September 2022 Newsletter

2021-2022: Reflections from Our Third Cohort

Director, Dr. Trisha Wheelock

During the May Celebration event, Moses pastors complete a final interview with Grand View faculty. This data along with information from their initial interview is compiled into a comprehensive cohort report. This reflection is an important part of program evaluation and a way for us to make changes, adjust curriculum, and maintain focus. The report offers us valuable insight into the strong work of the Moses Project, the ways our pastors are growing, implementing new ideas, and the key areas where pastors struggle, and we can provide care. The following summary highlights essential takeaways from the 2021-2022 cohort: ​

Strengths in rural ministry:

  • Rural roots—growing up in a rural context or having previously lived in a rural setting was beneficial to help them connect quickly and efficiently. It helped build trust and have a common language. Even those who didn’t grow up in a rural setting understand the importance of connection. For example, one pastor “helped separate the cows from the calves” as a way to build relationship with a congregant.

  • Deep love for the people—A common theme was love and care for the people of their congregation. One pastor said, “I think they needed someone to just come in and love them for who they are and not ask, not demand change of them.”

  • Strong skills in preaching and teaching—Many of the pastors love teaching and see themselves as strong messengers. One said, “I feel like I have a gift of translating theology into a way that people can understand.”

  • Relationships with congregants –listening to people and hearing their stories; easy connection is part of the job they really enjoy.

  • Personal attitudes and skills—Pastors bring energy, ideas, and organization to their ministry. They also identify hospitality and empathy as gifts.
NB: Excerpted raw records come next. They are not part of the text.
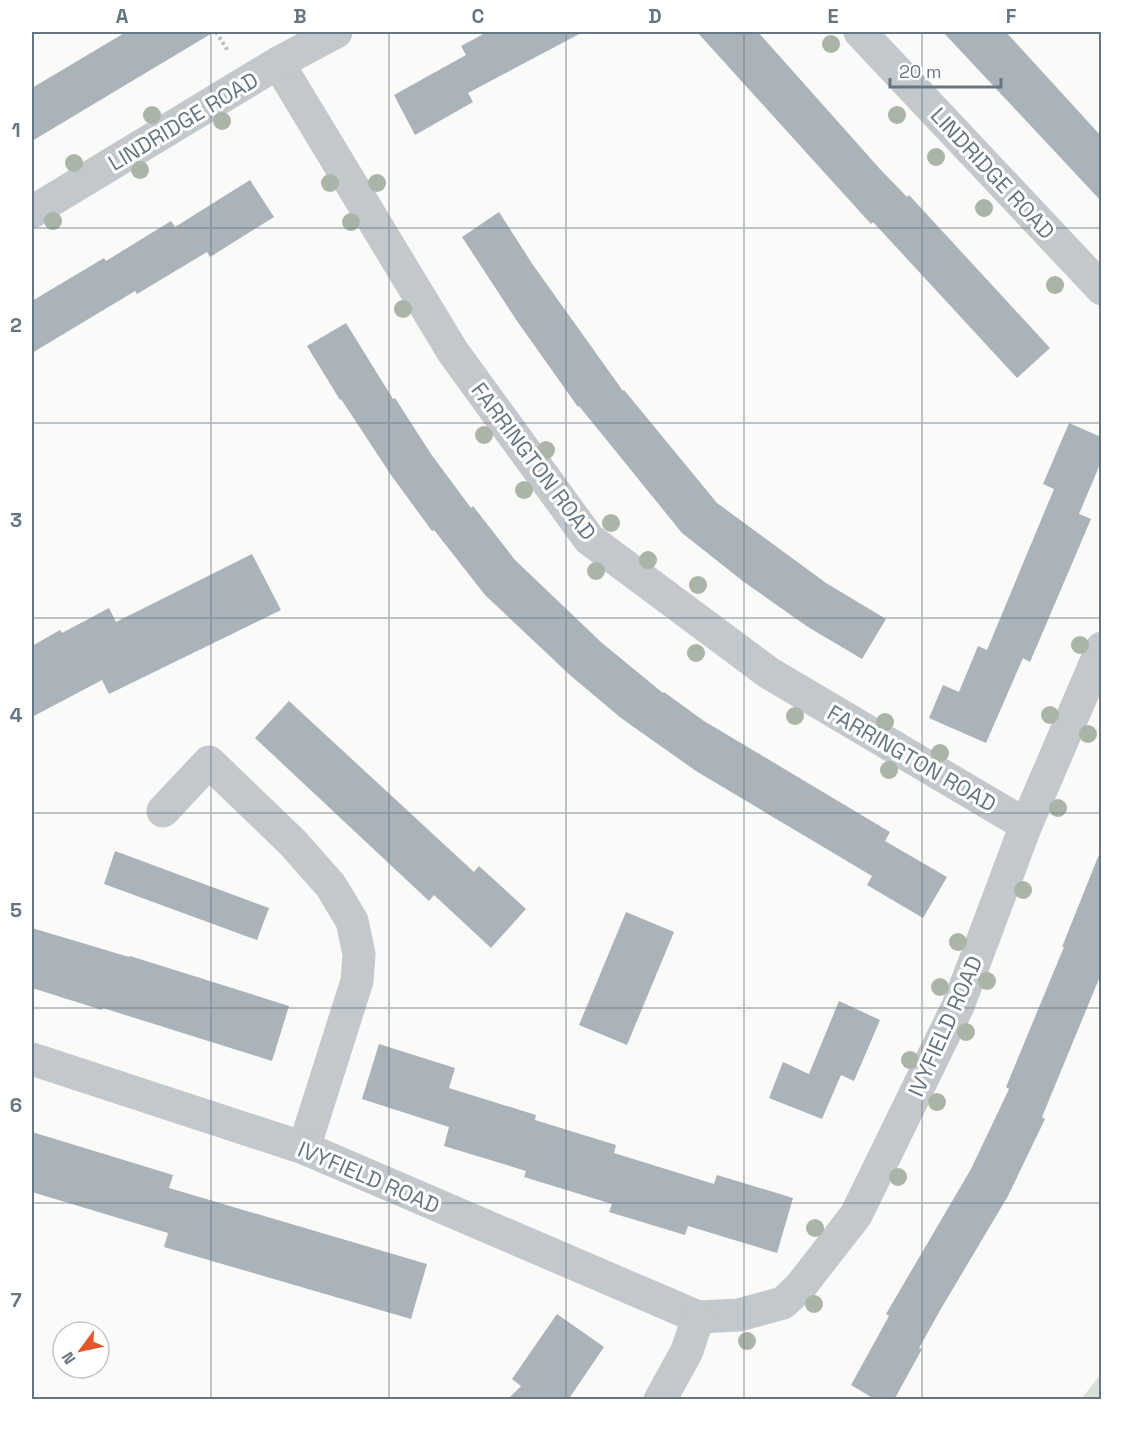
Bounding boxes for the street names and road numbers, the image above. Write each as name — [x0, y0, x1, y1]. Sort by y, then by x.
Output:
street label: LINDRIDGE ROAD — [103, 65, 263, 177]
street label: LINDRIDGE ROAD — [925, 101, 1061, 245]
street label: FARRINGTON ROAD — [465, 376, 603, 546]
street label: FARRINGTON ROAD — [822, 698, 1002, 818]
street label: IVYFIELD ROAD — [901, 951, 989, 1101]
street label: IVYFIELD ROAD — [294, 1135, 444, 1219]

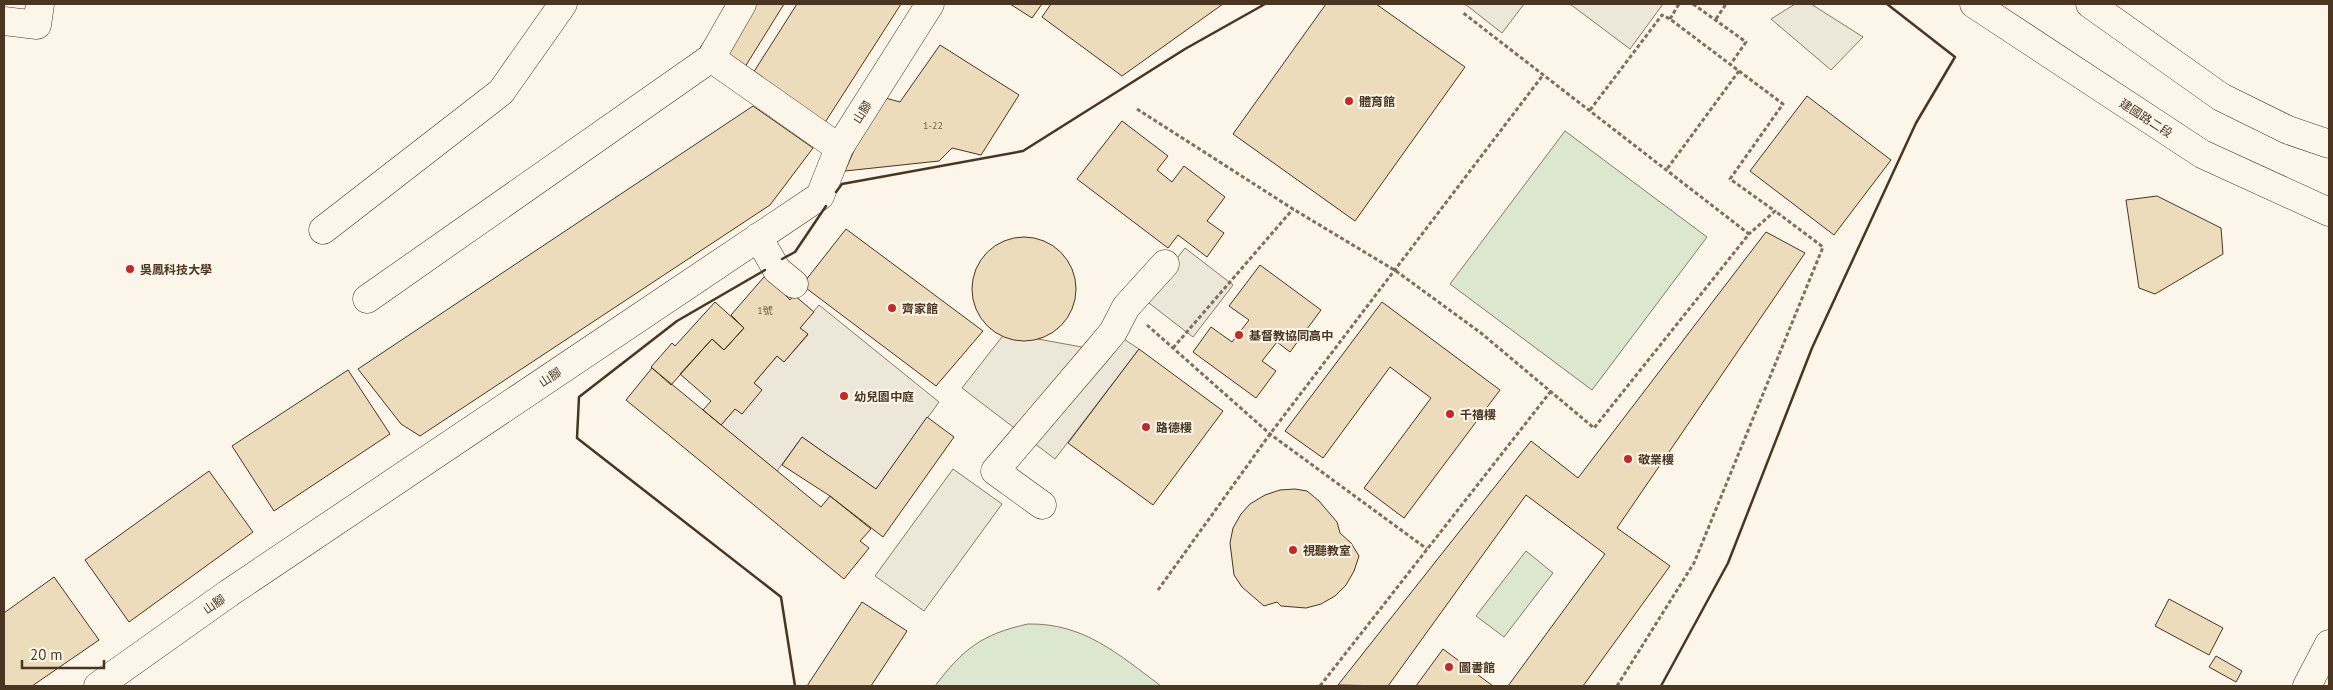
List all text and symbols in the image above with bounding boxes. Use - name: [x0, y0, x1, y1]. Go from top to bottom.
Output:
- place label: 體育館: [1359, 94, 1395, 109]
- marker: 體育館: [1343, 95, 1355, 107]
- street label: 建國路二段: [2117, 95, 2175, 141]
- street label: 山腳: [849, 98, 875, 126]
- house number: 1-22: [923, 119, 943, 132]
- place label: 吳鳳科技大學: [140, 262, 212, 277]
- marker: 吳鳳科技大學: [124, 263, 136, 275]
- place label: 齊家館: [902, 301, 938, 316]
- marker: 齊家館: [886, 302, 898, 314]
- house number: 1號: [757, 304, 773, 317]
- place label: 基督教協同高中: [1249, 328, 1333, 343]
- marker: 基督教協同高中: [1233, 329, 1245, 341]
- street label: 山腳: [536, 364, 564, 390]
- place label: 幼兒園中庭: [854, 389, 914, 404]
- marker: 幼兒園中庭: [838, 390, 850, 402]
- place label: 千禧樓: [1460, 407, 1496, 422]
- marker: 千禧樓: [1444, 408, 1456, 420]
- place label: 路德樓: [1156, 420, 1192, 435]
- marker: 路德樓: [1140, 421, 1152, 433]
- place label: 敬業樓: [1638, 452, 1674, 467]
- marker: 敬業樓: [1622, 453, 1634, 465]
- place label: 視聽教室: [1303, 543, 1351, 558]
- marker: 視聽教室: [1287, 544, 1299, 556]
- street label: 山腳: [200, 591, 228, 617]
- scale bar: [22, 638, 105, 670]
- text: 20 m: [30, 645, 63, 664]
- place label: 圖書館: [1459, 660, 1495, 675]
- marker: 圖書館: [1443, 661, 1455, 673]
Along with their strengths, pastors identified challenges: 

 

Challenges in rural ministry:​

  • Adapting to rural life

  • Understanding expectations of a call

  • Navigating boundaries

  • Managing value conflicts

  • Responding to difficult congregations

  • Ministry to dying churches

In addition strengths and weaknesses, the report details what pastors hoped to get by participating in the Moses Project: 

  • Build community

  • Clarify the call

  • New strengths as a rural pastor

  • Changes in perspective about rural ministry challenges

 

This list of what pastors hope to get from the project highlights their needs and concerns. 
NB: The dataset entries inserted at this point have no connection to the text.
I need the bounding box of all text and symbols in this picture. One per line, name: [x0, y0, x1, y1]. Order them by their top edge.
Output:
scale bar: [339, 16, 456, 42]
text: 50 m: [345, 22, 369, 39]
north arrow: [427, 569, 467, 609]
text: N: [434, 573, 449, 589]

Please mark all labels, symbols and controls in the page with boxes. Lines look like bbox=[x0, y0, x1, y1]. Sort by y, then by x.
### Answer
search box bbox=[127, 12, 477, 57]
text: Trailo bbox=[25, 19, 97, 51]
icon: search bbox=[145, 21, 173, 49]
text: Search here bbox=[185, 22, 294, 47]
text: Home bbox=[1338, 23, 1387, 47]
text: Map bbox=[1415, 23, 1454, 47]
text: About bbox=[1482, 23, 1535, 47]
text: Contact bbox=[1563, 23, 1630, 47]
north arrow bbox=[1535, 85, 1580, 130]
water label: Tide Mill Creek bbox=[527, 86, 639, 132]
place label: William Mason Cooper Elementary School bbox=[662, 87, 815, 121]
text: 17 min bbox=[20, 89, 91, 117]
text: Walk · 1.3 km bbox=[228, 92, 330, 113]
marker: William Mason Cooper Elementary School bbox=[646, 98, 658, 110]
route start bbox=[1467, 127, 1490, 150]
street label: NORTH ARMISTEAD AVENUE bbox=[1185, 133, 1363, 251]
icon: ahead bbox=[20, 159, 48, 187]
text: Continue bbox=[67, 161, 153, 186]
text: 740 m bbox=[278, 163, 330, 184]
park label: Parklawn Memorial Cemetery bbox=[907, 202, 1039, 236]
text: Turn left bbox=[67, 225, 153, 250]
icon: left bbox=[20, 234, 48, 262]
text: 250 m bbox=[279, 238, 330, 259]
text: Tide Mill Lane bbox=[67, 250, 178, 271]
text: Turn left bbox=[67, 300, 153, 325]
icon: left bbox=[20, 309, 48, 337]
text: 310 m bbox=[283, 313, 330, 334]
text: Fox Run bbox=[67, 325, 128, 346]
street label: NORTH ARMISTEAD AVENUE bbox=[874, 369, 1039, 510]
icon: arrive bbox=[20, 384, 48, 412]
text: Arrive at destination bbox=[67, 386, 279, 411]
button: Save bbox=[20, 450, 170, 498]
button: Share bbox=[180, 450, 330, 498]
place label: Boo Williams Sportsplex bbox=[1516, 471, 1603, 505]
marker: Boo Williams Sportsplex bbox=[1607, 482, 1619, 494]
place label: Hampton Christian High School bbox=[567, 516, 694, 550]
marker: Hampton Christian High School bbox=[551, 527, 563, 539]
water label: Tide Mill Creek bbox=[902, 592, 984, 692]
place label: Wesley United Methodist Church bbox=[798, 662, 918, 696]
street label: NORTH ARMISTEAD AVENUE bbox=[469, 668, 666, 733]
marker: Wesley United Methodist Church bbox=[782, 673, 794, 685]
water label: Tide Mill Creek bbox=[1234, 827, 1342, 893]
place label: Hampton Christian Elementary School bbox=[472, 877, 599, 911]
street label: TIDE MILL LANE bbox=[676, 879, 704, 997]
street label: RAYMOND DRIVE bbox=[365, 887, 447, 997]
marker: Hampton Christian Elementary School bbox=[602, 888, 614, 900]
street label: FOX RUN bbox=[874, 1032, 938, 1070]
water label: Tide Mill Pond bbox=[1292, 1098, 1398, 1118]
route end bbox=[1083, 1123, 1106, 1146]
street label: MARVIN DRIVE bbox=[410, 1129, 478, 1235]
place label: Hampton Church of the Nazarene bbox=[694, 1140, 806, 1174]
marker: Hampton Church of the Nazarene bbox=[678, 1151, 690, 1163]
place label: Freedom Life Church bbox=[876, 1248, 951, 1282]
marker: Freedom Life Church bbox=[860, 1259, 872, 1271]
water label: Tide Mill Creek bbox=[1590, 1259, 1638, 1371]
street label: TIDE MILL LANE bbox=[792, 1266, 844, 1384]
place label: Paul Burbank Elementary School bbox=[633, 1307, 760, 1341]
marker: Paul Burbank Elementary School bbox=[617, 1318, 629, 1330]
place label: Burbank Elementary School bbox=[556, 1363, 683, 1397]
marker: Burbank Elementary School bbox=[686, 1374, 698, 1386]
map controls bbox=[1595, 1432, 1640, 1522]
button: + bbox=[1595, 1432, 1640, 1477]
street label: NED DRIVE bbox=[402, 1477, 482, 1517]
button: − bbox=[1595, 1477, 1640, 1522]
The report listed a few other interesting data points:

  • 9 pastors raised in urban or suburban

  • 7 grew up rural

  • 11 ministry was a second career

The 2021-2022 cohort was a joy to get to know and work with. Upon completing the program, pastors told the evaluators, “My sense of joy has returned," and “It was a regular refreshment and thing I can look forward to.”

 

We take pride in helping pastors build community and watching them THRIVE. At the end of their 10 month commitment, all 20 Moses pastors were still serving in ministry.